:: Assignment ::
Filter the entries, keeping every line with the word "text".

:: Source information ::
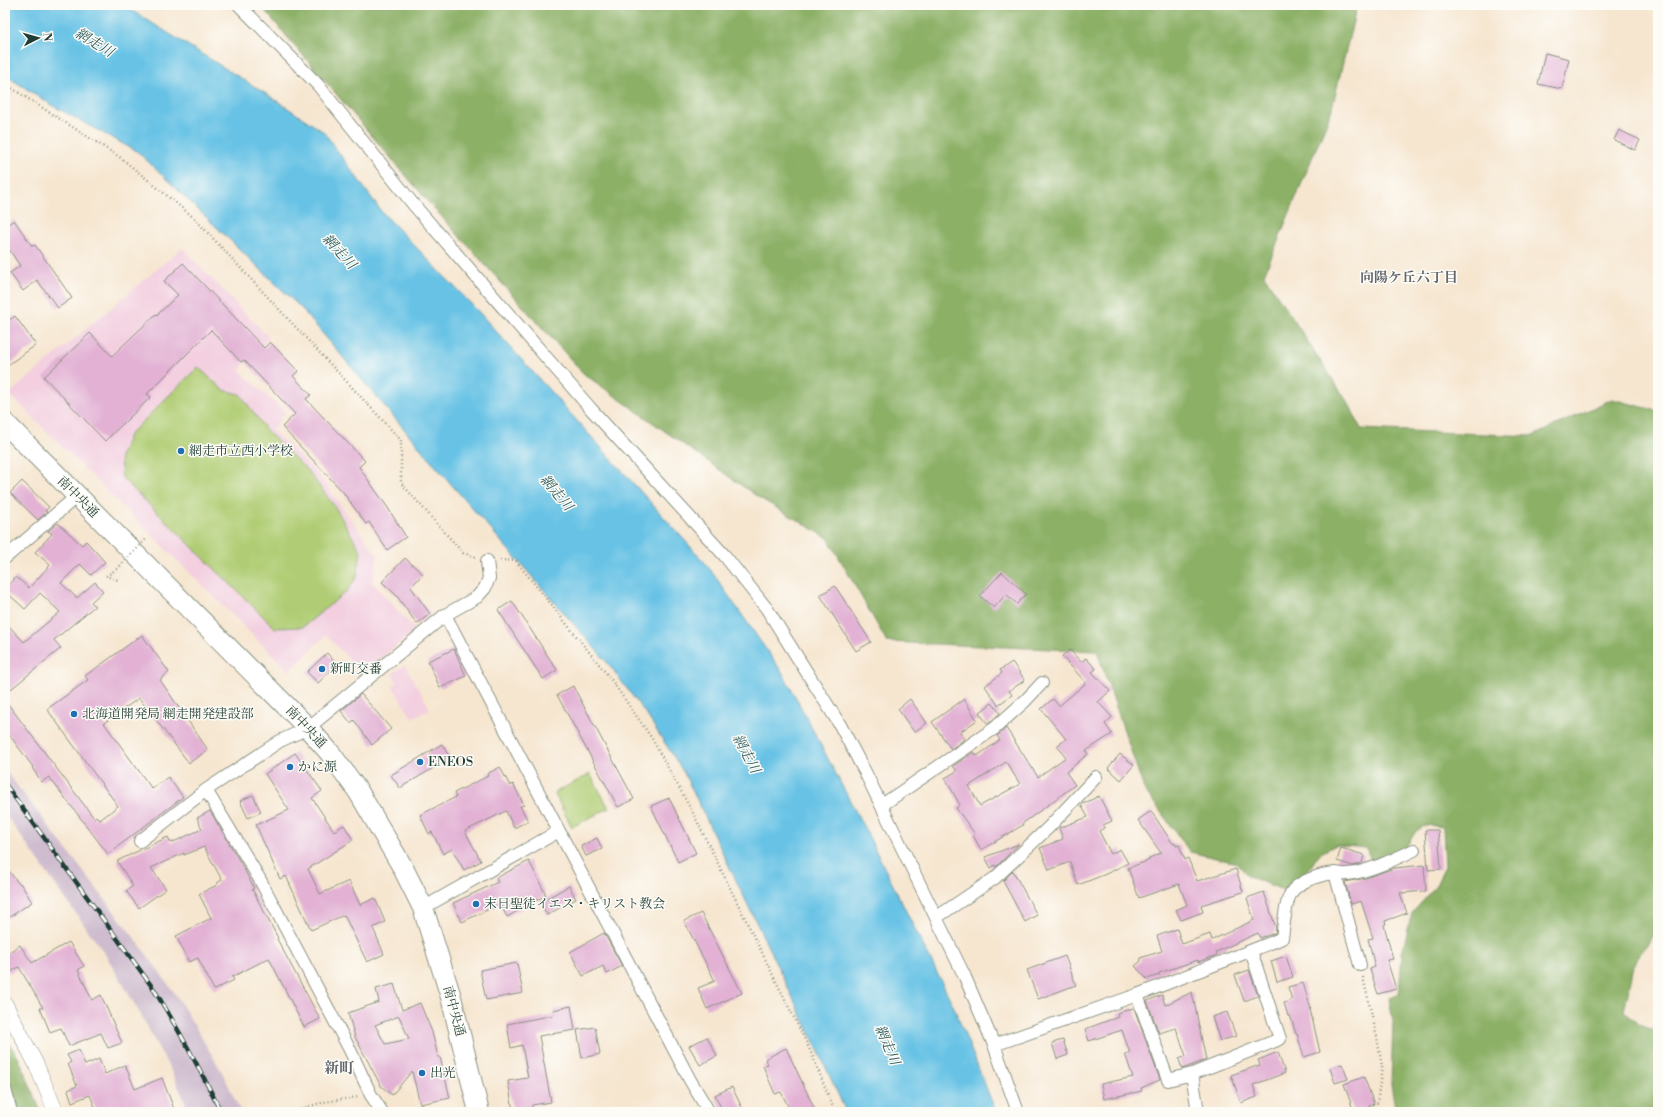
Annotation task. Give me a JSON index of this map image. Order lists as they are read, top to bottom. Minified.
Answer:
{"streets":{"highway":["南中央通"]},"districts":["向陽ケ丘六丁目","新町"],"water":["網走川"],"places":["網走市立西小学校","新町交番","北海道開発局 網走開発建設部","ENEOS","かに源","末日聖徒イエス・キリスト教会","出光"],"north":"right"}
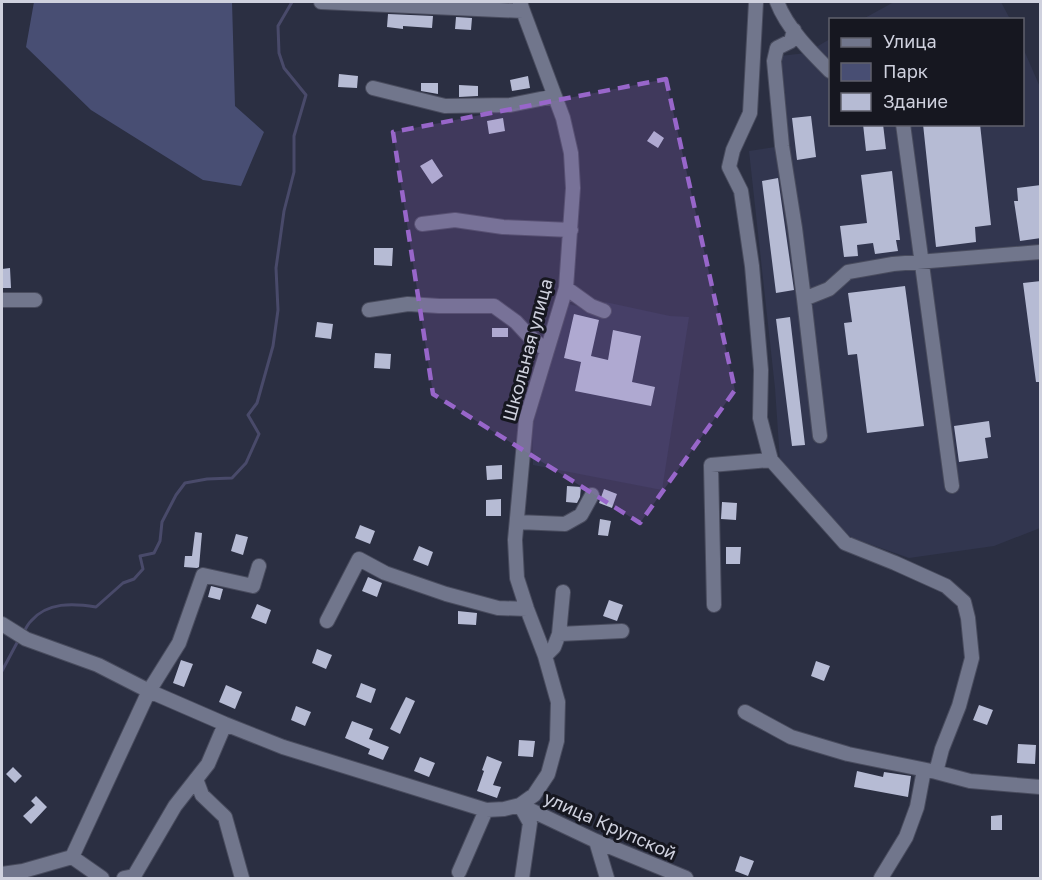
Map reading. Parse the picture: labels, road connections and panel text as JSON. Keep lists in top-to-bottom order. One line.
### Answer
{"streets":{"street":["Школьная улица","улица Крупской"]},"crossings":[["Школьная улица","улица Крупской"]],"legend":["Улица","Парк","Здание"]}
==
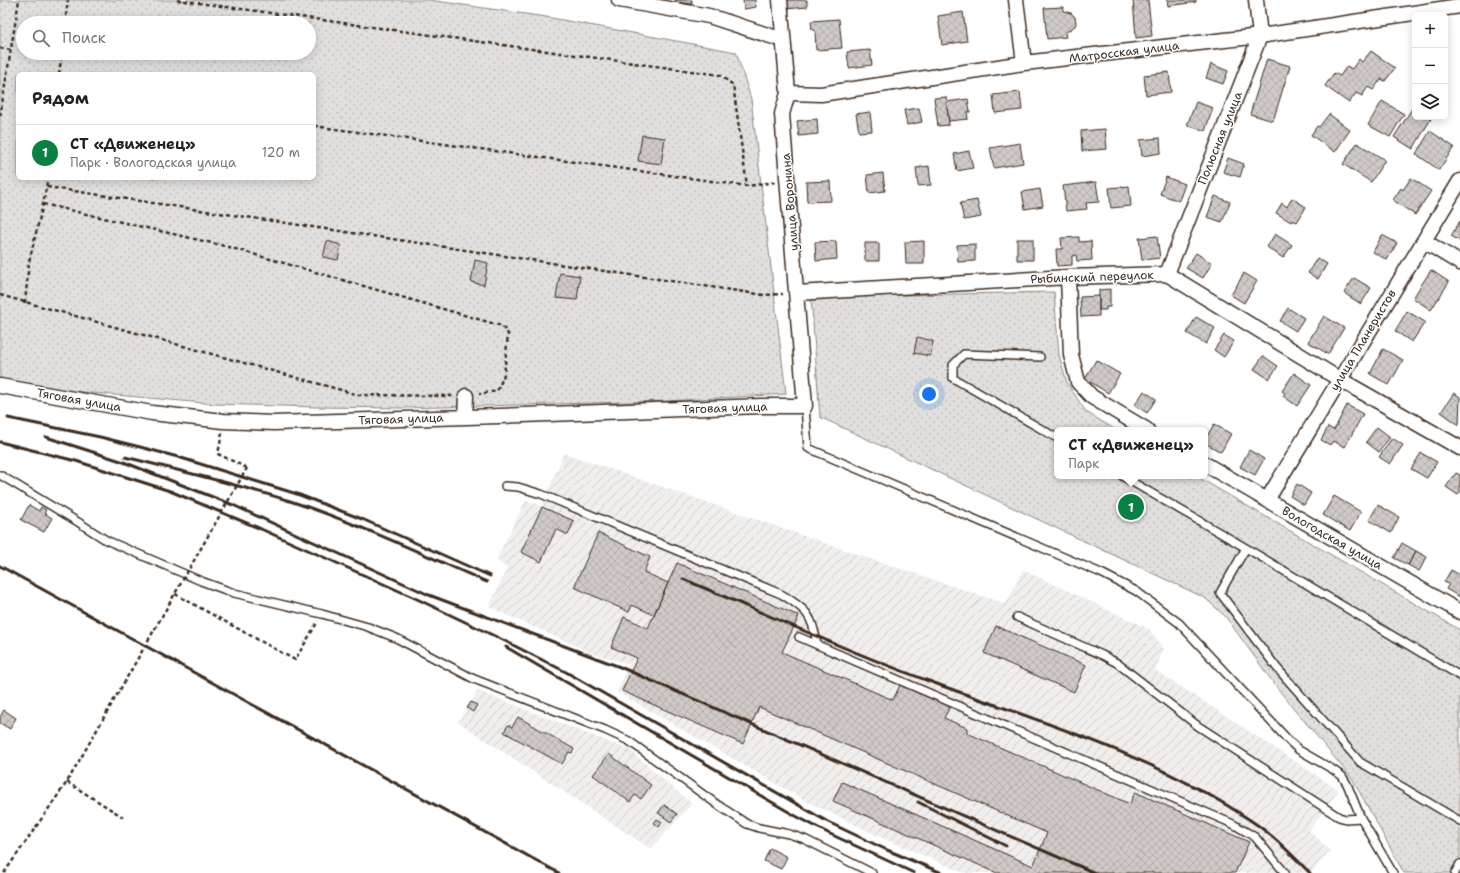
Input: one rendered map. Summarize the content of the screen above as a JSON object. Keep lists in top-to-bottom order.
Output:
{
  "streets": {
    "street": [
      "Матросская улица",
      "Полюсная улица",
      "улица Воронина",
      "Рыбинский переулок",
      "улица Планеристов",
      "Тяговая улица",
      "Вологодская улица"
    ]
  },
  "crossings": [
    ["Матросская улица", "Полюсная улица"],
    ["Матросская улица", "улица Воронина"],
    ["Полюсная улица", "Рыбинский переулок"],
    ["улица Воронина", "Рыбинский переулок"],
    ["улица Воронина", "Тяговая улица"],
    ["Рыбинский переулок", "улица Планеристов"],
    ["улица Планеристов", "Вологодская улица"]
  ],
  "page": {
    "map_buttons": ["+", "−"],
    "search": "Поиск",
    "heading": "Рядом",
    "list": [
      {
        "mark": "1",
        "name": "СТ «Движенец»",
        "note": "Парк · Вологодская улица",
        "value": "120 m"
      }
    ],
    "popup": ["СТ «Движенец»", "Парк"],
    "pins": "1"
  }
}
--
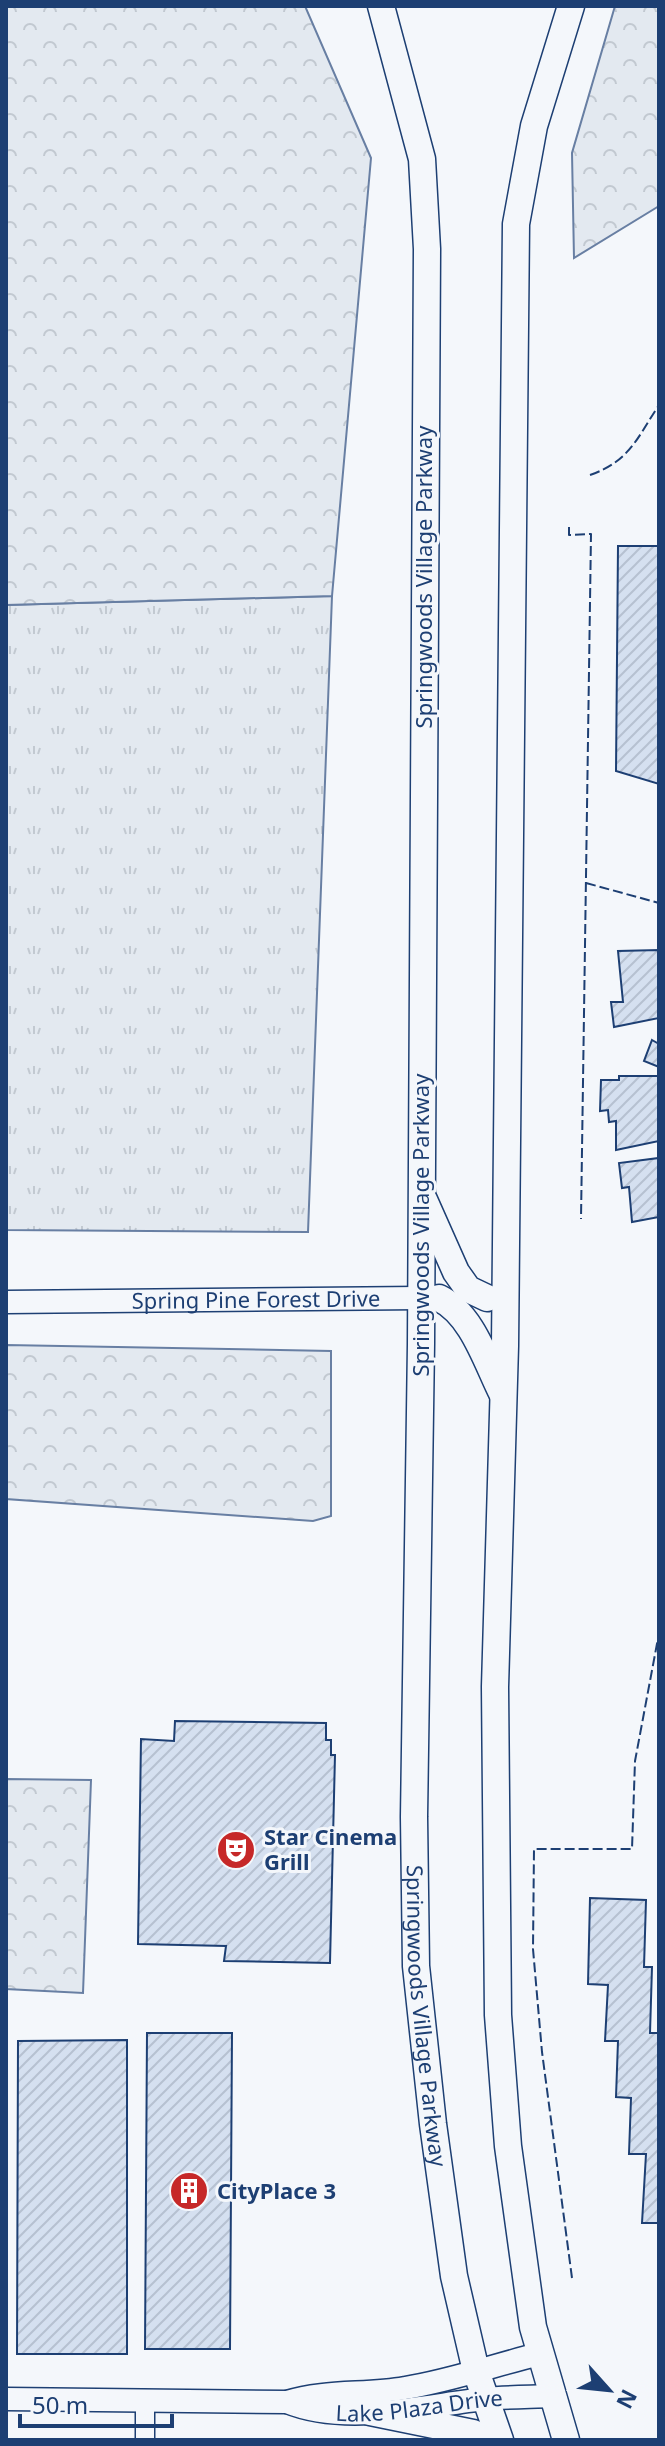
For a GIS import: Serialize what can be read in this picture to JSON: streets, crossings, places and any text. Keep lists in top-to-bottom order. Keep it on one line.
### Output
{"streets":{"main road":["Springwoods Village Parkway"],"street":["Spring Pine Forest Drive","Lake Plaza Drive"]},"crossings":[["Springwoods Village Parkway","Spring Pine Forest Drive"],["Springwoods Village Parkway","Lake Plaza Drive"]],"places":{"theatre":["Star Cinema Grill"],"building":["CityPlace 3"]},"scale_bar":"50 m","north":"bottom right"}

:: Result of the exercise ::
Map reading. Parse the picture: labels, road connections and panel text as JSON. Keep lists in top-to-bottom order. One line.
For a GIS import: Serialize what can be read in this picture to JSON: streets, crossings, places and any text. Keep lists in top-to-bottom order. Keep it on one line.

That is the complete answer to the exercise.